Data for review >>
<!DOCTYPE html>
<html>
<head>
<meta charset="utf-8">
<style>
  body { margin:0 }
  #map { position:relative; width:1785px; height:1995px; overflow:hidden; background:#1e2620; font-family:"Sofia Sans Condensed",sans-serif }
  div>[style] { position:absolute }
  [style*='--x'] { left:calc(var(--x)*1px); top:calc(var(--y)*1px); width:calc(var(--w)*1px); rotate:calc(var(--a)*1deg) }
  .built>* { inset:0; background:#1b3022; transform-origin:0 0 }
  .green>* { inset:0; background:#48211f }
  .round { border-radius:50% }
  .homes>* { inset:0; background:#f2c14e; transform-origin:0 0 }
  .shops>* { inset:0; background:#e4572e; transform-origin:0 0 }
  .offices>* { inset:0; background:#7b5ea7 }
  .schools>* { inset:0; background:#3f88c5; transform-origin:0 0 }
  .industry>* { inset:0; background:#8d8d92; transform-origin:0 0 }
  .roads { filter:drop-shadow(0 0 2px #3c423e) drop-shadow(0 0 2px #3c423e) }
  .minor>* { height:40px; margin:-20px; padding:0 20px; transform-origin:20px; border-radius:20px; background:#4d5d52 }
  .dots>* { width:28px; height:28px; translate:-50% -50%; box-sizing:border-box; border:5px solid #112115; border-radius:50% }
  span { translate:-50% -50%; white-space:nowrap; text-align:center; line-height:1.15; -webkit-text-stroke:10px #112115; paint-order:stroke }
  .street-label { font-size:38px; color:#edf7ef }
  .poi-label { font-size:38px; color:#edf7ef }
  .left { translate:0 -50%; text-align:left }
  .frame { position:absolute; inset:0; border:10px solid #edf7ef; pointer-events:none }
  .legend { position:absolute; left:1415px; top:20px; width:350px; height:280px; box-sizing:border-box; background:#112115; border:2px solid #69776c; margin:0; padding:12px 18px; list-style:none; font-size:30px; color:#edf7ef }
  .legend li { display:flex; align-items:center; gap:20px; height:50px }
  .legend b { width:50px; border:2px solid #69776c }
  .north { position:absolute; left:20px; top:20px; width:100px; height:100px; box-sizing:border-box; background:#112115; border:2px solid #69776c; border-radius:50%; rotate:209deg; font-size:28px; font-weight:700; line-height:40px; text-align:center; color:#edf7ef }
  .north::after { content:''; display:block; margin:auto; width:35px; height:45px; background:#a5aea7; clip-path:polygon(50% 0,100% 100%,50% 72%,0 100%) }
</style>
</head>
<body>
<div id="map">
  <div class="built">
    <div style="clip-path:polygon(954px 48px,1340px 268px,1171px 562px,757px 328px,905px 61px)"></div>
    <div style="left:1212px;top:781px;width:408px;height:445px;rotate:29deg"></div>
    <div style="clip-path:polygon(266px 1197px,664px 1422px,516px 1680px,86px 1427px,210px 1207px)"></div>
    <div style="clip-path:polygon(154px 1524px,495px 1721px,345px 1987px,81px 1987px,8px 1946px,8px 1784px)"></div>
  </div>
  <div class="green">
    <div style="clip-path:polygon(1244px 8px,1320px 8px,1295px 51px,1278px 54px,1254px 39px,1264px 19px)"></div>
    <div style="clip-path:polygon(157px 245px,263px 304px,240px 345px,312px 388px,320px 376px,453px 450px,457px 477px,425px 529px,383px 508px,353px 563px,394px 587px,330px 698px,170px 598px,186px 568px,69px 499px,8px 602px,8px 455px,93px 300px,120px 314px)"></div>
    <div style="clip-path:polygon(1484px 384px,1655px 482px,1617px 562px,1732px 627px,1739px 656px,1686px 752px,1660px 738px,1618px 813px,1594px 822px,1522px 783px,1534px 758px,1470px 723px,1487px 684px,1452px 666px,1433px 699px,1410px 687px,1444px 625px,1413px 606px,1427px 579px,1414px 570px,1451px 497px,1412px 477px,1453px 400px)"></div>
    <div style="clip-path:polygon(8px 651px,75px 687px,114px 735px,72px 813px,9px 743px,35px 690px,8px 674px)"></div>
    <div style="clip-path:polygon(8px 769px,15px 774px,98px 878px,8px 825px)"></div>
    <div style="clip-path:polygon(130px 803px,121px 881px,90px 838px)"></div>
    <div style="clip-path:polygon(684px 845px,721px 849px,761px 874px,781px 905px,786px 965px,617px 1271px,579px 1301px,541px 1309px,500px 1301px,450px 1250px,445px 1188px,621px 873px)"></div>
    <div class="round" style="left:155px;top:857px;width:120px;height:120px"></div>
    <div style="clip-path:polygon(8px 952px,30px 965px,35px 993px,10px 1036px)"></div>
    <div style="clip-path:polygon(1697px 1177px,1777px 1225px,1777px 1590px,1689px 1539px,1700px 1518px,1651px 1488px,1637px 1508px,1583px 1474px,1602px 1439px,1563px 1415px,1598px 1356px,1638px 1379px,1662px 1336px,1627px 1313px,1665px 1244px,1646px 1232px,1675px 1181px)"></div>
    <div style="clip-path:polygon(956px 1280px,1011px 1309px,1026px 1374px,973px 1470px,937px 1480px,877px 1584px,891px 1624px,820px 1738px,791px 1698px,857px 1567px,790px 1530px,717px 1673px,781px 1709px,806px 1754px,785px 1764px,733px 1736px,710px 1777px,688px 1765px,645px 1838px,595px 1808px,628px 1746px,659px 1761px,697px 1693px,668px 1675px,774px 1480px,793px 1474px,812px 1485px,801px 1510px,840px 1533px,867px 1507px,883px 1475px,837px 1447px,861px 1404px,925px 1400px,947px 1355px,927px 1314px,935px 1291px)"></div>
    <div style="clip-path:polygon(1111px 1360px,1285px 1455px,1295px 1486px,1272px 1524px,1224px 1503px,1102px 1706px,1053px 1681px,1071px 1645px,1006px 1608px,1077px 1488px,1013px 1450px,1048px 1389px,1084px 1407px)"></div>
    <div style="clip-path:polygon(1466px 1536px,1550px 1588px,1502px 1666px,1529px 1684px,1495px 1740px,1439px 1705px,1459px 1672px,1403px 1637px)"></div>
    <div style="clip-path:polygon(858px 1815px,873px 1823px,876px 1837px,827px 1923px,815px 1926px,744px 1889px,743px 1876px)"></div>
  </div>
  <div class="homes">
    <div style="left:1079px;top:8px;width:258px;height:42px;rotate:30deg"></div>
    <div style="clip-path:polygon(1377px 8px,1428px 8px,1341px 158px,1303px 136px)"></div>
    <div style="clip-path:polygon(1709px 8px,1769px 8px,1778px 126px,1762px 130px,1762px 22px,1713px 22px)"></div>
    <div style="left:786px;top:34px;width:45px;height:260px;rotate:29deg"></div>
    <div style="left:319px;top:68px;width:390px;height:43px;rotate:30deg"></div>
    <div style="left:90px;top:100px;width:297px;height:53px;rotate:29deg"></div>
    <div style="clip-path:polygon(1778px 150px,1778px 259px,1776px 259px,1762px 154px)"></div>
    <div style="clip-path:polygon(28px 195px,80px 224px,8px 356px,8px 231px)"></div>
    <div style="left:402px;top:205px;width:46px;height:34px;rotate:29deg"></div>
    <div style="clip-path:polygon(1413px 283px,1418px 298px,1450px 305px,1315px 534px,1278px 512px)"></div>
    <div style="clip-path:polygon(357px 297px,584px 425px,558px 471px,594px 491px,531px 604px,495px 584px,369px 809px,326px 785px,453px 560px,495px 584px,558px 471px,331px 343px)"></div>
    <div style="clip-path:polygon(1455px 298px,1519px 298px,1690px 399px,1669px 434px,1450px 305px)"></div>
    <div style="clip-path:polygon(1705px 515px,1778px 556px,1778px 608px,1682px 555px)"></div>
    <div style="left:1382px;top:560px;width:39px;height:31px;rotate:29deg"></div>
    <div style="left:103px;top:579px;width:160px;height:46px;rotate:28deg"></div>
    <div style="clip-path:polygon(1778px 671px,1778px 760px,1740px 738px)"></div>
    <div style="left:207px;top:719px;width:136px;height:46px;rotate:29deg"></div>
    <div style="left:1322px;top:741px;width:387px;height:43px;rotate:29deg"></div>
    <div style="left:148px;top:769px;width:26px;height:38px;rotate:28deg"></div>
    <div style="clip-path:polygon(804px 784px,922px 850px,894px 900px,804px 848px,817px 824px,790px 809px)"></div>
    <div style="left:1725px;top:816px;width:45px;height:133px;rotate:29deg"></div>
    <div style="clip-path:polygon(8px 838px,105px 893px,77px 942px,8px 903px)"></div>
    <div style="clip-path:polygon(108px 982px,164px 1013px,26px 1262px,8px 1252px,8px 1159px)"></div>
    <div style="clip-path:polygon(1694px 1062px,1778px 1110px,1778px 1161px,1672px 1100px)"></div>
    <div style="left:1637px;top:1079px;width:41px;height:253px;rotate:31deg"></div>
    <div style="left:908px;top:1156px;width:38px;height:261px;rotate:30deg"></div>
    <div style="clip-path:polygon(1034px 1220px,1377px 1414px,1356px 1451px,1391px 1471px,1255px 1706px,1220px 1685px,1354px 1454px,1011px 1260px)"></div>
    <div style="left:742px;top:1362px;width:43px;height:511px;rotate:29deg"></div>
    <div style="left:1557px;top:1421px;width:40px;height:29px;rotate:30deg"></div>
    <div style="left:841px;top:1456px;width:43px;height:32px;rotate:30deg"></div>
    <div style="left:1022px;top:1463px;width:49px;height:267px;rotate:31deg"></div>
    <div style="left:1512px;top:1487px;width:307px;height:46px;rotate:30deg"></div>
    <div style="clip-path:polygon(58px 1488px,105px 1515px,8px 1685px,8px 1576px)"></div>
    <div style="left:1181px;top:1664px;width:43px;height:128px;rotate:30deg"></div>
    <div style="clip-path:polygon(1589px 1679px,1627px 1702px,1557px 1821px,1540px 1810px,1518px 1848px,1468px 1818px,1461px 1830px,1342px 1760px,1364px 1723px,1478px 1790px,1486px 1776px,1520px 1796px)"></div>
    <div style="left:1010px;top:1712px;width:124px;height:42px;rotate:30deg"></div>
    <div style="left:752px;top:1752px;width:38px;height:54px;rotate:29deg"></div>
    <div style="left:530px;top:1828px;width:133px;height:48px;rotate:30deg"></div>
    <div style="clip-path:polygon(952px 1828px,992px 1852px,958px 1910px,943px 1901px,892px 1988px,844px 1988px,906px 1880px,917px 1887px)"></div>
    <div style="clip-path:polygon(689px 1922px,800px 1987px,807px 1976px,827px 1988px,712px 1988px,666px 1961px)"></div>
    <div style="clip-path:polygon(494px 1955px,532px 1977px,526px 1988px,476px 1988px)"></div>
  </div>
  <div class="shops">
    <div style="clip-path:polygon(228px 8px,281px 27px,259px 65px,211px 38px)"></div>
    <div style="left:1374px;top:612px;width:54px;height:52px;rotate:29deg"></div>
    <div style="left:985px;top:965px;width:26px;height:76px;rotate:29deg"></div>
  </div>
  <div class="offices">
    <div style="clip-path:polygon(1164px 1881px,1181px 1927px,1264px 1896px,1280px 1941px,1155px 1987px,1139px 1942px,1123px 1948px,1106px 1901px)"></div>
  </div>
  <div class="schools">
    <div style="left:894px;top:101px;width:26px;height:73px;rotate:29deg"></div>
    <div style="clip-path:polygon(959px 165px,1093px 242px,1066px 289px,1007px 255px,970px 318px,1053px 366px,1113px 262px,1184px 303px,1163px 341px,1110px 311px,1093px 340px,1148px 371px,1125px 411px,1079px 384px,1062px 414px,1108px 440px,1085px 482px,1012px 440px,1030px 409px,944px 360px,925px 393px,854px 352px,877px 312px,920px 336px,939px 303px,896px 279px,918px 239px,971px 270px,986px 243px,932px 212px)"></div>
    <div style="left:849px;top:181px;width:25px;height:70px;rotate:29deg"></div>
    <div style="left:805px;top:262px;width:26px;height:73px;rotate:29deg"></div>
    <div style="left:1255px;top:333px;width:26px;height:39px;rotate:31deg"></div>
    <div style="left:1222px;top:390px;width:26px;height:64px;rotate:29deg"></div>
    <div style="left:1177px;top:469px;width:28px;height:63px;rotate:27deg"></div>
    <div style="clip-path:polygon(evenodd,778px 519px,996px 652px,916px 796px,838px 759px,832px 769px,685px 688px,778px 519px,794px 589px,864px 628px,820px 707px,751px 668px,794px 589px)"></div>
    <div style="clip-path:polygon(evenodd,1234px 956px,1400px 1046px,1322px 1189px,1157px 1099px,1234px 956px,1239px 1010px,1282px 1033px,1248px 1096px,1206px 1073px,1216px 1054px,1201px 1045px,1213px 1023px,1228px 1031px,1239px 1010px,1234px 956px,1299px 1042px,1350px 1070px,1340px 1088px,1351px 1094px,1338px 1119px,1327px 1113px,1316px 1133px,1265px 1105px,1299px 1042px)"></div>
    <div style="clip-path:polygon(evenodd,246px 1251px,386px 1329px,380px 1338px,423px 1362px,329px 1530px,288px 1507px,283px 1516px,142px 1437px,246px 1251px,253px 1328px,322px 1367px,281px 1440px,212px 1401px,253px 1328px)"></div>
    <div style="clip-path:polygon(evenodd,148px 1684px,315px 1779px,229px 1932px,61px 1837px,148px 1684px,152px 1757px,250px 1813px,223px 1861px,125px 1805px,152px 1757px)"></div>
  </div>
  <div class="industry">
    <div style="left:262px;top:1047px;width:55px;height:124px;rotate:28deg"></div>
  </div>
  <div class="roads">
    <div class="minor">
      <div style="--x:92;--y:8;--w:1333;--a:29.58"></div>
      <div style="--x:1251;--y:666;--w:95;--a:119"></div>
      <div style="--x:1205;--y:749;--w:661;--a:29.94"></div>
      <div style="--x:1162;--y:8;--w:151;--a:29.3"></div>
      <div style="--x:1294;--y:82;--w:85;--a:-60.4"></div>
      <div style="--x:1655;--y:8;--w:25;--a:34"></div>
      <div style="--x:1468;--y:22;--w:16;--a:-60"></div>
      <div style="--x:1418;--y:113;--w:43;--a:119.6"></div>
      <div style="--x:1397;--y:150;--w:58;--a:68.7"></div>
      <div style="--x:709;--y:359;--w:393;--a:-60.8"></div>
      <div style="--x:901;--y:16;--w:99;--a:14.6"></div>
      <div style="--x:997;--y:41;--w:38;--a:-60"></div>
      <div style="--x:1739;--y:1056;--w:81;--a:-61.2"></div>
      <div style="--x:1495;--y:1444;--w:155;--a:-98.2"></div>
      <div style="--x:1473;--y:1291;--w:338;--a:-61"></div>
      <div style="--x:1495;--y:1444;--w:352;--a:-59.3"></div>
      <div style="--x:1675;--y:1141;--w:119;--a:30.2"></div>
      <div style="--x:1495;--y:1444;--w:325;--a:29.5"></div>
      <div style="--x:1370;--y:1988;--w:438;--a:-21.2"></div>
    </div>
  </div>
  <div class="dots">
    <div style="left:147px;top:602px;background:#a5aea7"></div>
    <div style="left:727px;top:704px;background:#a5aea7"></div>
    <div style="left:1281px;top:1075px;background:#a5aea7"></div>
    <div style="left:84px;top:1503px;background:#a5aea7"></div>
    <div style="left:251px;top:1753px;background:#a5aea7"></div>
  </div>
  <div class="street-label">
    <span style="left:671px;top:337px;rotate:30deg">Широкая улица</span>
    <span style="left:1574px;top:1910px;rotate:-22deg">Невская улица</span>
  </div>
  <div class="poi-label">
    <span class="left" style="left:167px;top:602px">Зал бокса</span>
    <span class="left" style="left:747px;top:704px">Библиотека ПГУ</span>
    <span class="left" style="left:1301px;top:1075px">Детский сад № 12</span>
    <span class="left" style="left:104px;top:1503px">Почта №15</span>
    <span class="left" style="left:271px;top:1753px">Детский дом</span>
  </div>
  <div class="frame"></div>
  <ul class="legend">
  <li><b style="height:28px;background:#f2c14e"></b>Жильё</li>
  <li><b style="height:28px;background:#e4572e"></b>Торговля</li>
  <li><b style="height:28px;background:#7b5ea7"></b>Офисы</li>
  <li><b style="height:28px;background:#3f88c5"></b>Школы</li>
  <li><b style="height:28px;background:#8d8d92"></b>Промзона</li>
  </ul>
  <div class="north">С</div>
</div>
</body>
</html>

What the task asks >>
Repeat every line exactly, starting with the first line of the entries, and stop once the line containing "width:28px; height:28px; translate:-50%" has been given.

Exercise solution >>
<!DOCTYPE html>
<html>
<head>
<meta charset="utf-8">
<style>
  body { margin:0 }
  #map { position:relative; width:1785px; height:1995px; overflow:hidden; background:#1e2620; font-family:"Sofia Sans Condensed",sans-serif }
  div>[style] { position:absolute }
  [style*='--x'] { left:calc(var(--x)*1px); top:calc(var(--y)*1px); width:calc(var(--w)*1px); rotate:calc(var(--a)*1deg) }
  .built>* { inset:0; background:#1b3022; transform-origin:0 0 }
  .green>* { inset:0; background:#48211f }
  .round { border-radius:50% }
  .homes>* { inset:0; background:#f2c14e; transform-origin:0 0 }
  .shops>* { inset:0; background:#e4572e; transform-origin:0 0 }
  .offices>* { inset:0; background:#7b5ea7 }
  .schools>* { inset:0; background:#3f88c5; transform-origin:0 0 }
  .industry>* { inset:0; background:#8d8d92; transform-origin:0 0 }
  .roads { filter:drop-shadow(0 0 2px #3c423e) drop-shadow(0 0 2px #3c423e) }
  .minor>* { height:40px; margin:-20px; padding:0 20px; transform-origin:20px; border-radius:20px; background:#4d5d52 }
  .dots>* { width:28px; height:28px; translate:-50% -50%; box-sizing:border-box; border:5px solid #112115; border-radius:50% }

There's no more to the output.